DIGITAL LIFE
Zuckerberg confirms Meta as the social network of lies
In 2016, Mark Zuckerberg announced that he was implementing a fact-checking program on Facebook and Instagram after being accused of spreading misinformation. Eight years later, Zuckerberg has reversed course, ending the program and calling it an overcorrection.
It may seem like a drastic change. But it’s not the first time the Meta CEO has shifted his stance based on the political winds blowing.
In January 2021, Zuckerberg banned Trump from posting on Meta’s apps two days after the Jan. 6 riot at the U.S. Capitol. At the time, Zuckerberg said the “risks” of allowing Trump — who had galvanized his followers into action after losing to Democrat Joe Biden in the presidential election — to continue posting on Facebook and Instagram were “simply too great.”
Less than four years later, Meta reversed those restrictions and reinstated Trump, saying it was important for the American public to hear from both Biden and Trump in the run-up to the 2024 election. Meta also said the restrictions on Trump’s account in 2016 were the result of “extraordinary circumstances.” Zuckerberg has also shifted his stance on political content.
Last year, Meta had its top executives advocate for a policy of minimizing speech about political or social issues on its apps. At the time, Zuckerberg and his allies didn’t want to see that kind of content online, opting instead to promote more entertainment or personal connections on social media. But on Tuesday, Zuckerberg announced an abrupt end to that policy as well. He said people do want political speech on Meta’s apps, and that censoring some of that stuff was “out of step with the mainstream.”
Zuckerberg maintained that his stance was consistent with past beliefs he has publicly espoused, including a speech at Georgetown University in 2019 in which he defended the company’s policy of not wanting its social network to be “an arbiter of speech.” While Zuckerberg believes in that principle, he has changed how Meta’s policy teams have applied it during the Biden and Trump administrations. Under Biden, Zuckerberg was more willing to remove certain types of content, especially related to Covid-19, a move he said he later regretted. On Tuesday, Zuckerberg said Meta was eager to “get back to its roots” on free speech, and that working with the Trump administration would help them do that more effectively.

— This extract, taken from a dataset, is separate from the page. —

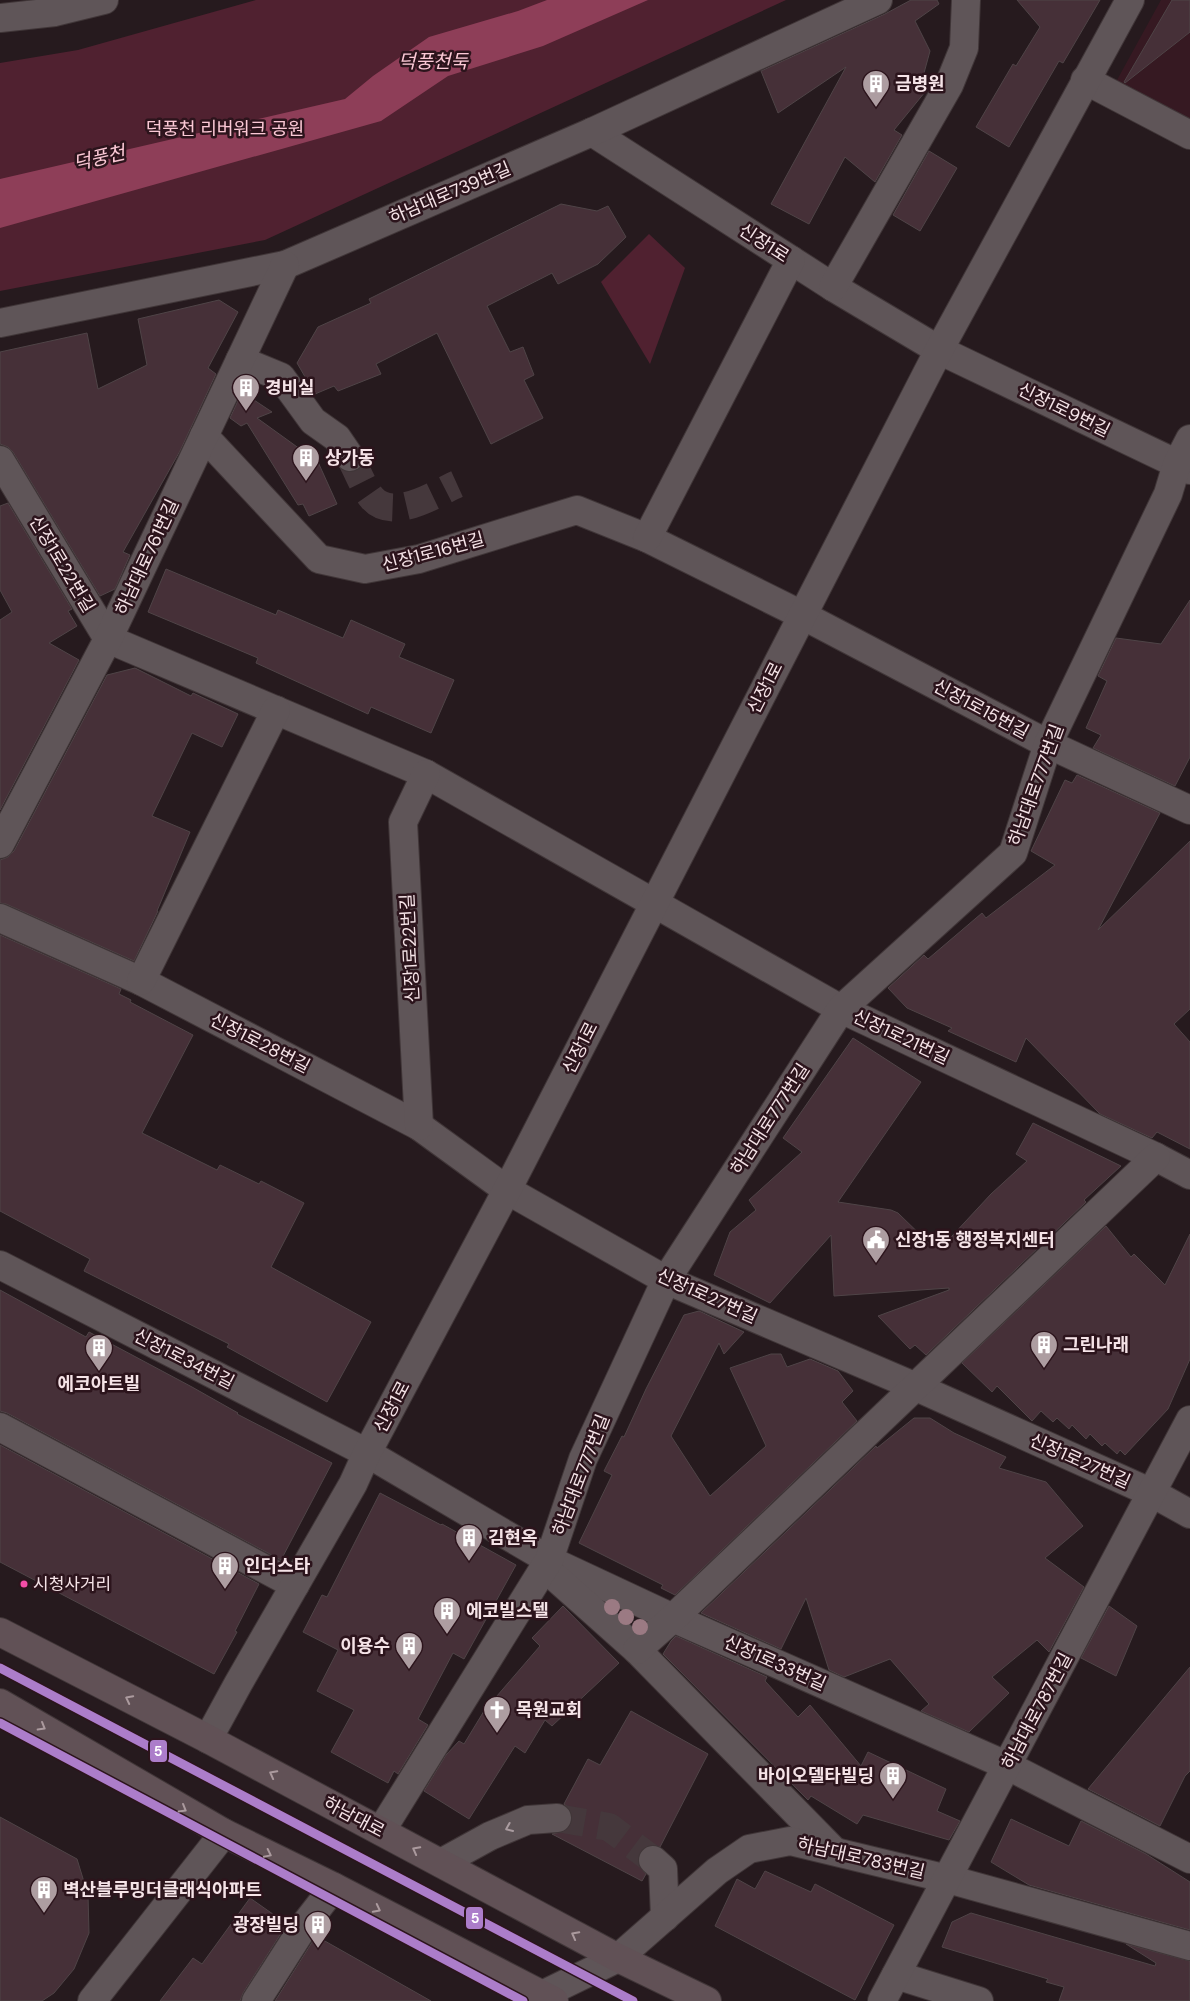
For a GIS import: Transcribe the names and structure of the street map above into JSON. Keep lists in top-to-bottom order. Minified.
{"streets":{"main road":["하남대로"],"street":["하남대로739번길","신장1로","신장1로9번길","신장1로16번길","하남대로761번길","신장1로22번길","신장1로15번길","하남대로777번길","신장1로21번길","신장1로28번길","신장1로27번길","신장1로34번길","신장1로33번길","하남대로787번길","하남대로783번길"]},"crossings":[["하남대로739번길","신장1로"],["하남대로739번길","하남대로761번길"],["신장1로","신장1로9번길"],["신장1로","신장1로16번길"],["신장1로","신장1로15번길"],["신장1로","신장1로21번길"],["신장1로","신장1로28번길"],["신장1로","신장1로27번길"],["신장1로","신장1로34번길"],["신장1로","신장1로33번길"],["신장1로","하남대로"],["신장1로9번길","하남대로777번길"],["신장1로16번길","하남대로761번길"],["신장1로16번길","신장1로15번길"],["하남대로761번길","신장1로22번길"],["신장1로22번길","신장1로28번길"],["신장1로15번길","하남대로777번길"],["하남대로777번길","신장1로21번길"],["하남대로777번길","신장1로27번길"],["하남대로777번길","신장1로33번길"],["하남대로777번길","하남대로"],["신장1로28번길","신장1로27번길"],["신장1로27번길","하남대로787번길"],["신장1로34번길","신장1로33번길"],["신장1로33번길","하남대로787번길"],["하남대로787번길","하남대로783번길"],["하남대로","하남대로783번길"]],"water":["덕풍천둑","덕풍천"],"parks":["덕풍천 리버워크 공원"],"places":{"building":["금병원","경비실","상가동","그린나래","에코아트빌","김현옥","인더스타","에코빌스텔","이용수","바이오델타빌딩","벽산블루밍더클래식아파트","광장빌딩"],"public building":["신장1동 행정복지센터"],"other":["시청사거리"],"church":["목원교회"]},"lines":["transit line 5"]}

At least until the next president takes office in 2028.
Impact in Brazil...The Federal Public Ministry (MPF) will officially notify the Meta platform, the company that owns Facebook, Instagram and WhatsApp, to verify whether the new rules presented by the company's owner, Mark Zuckerberg, this Tuesday (7) will be implemented in Brazil.
The information was confirmed to CNN by the MPF itself.
The agency wants to know whether Meta in Brazil will follow the American parent company and end its fact-checking program and replace it with a “Community Notes” system similar to that used by the X platform, formerly Twitter, owned by Elon Musk.
The official letters will be forwarded as part of a civil investigation that has been ongoing since 2021 and that investigates the responsibility of big techs in the content posted.
Meta is one of the targets of this investigation. In July of last year, for example, the MPF charged compensation of R$1.7 billion for violation of user rights.
Since the investigation was opened, according to sources from the MPF, the company has been collaborating and implementing measures to regulate posted content. With the official letters, the idea is to find out whether this will be maintained or whether there will be an alignment with the rules announced by the American parent company today.
Prosecutors were struck by Zuckerberg's mention that the new rules "will begin in the United States", suggesting that they may be adopted worldwide.
According to these sources, the changes clash with standards already approved in several countries and even with recommendations already made by the MPF in Brazil and adopted by the company in terms of regulating posted content.
The MPF's interpretation is that its economic interests in the United States prevailed within the company and that it is necessary to have the country's new president, Donald Trump, on its side in the fight against the regulation that big techs are suffering worldwide.
The impression, however, is that Trump and big techs would not have the strength on their own to face the regulatory processes underway in several countries around the world.
In Brazil, for example, although Congress has avoided voting on any bill in this regard, the Federal Supreme Court (STF) is judging a case that could ultimately be impacted by Meta's stance from now on.
And, according to sources at the MPF, there would not be much room for companies to change their course or not comply with its decision, since the risk of losing the large Brazilian market would be at stake.
The STF's ruling analyzes the constitutionality of article 19 of the Internet Civil Rights Framework law, which exempts platforms from liability for third-party content.
However, the court is moving towards reviewing this rule and giving them some liability. The MPF's analysis is that if Meta stops controlling content in Brazil, the STF may tighten the degree of liability it intends to give to big techs. So far, only three justices have voted (Dias Toffoli, Lupis Roberto Barroso and Luiz Fux).